“Wildfires continue to be a leading cause of carriers’ refusal to insure large geographic swaths of California or leaving the state altogether. Last month, in an attempt to restore stability to California’s homeowners’ insurance market, the state announced new regulations allowing insurers to charge higher premiums to protect themselves from catastrophic wildfire losses. The deregulation marks the largest insurance reform in 30 years and allows insurers to pass the cost of reinsurance on to consumers for the first time ever in California.
“Though it’s standard practice in other states, the move is intended to make the market more attractive to home insurers . For the many and growing critics of Insurance Commissioner Ricardo Lara, the walk back is ‘too little too late’ and a reminder of the downstream regulatory impact on consumers and business owners in the state. Our hearts go out to those impacted by these terrible fires.”
Ryan Ellis, of Citywide Home Mortgage, explained to MPA how this will affect insurance, “The recent wildfires in Los Angeles will likely result in substantial financial losses for insurance providers, potentially leading to further market withdrawals.
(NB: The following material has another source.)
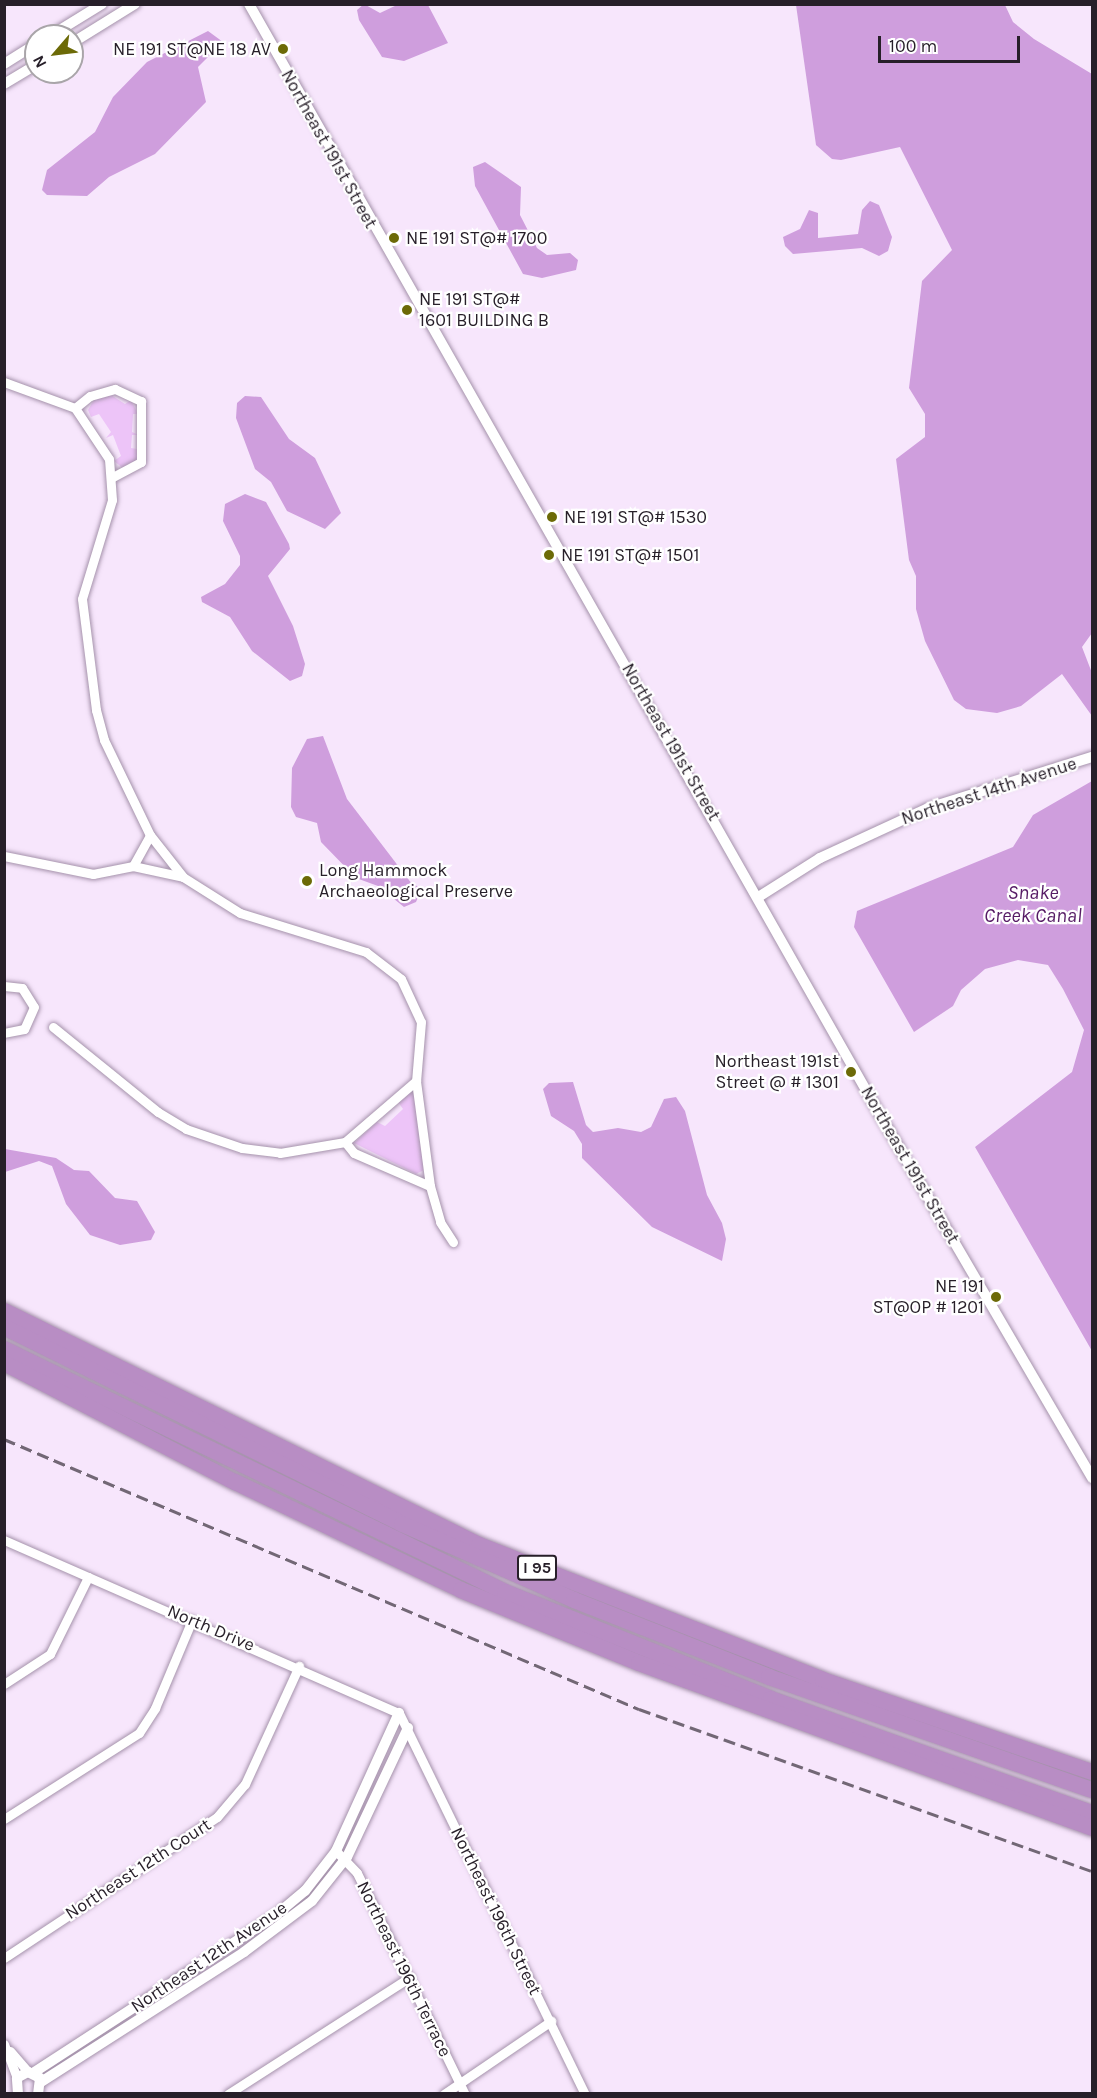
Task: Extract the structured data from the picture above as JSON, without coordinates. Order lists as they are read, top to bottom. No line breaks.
{"streets":{"highway":["I 95"],"street":["Northeast 191st Street","Northeast 14th Avenue","North Drive","Northeast 12th Court","Northeast 196th Street","Northeast 12th Avenue","Northeast 196th Terrace"]},"crossings":[["Northeast 191st Street","Northeast 14th Avenue"],["North Drive","Northeast 12th Court"],["North Drive","Northeast 12th Avenue"],["Northeast 196th Street","Northeast 12th Avenue"],["Northeast 12th Avenue","Northeast 196th Terrace"]],"water":["Snake Creek Canal"],"places":["NE 191 ST@NE 18 AV","NE 191 ST@# 1700","NE 191 ST@# 1601 BUILDING B","NE 191 ST@# 1530","NE 191 ST@# 1501","Long Hammock Archaeological Preserve","Northeast 191st Street @ # 1301","NE 191 ST@OP # 1201"],"scale_bar":"100 m","north":"bottom left"}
This would exacerbate the upward pressure on hazard insurance costs, making homeownership even more unattainable for many residents.
“Californians already face significant challenges in affording homeownership due to high property prices, taxes, and the overall cost-of-living. Over the past decade, a series of devastating wildfires has prompted many insurance companies to withdraw from the state, driving up hazard insurance premiums.”
The fires have also brought out a more apocalyptic mentality, with reports circulating that looters have now started ransacking abandoned homes. And, despite their inordinate wealth and status, celebrities aren’t safe from the encroaching inferno either. The Pacific Palisades, home to the Hollywood elite, have been ravaged by the flames with many famous faces forced to watch their mansions burn to the ground.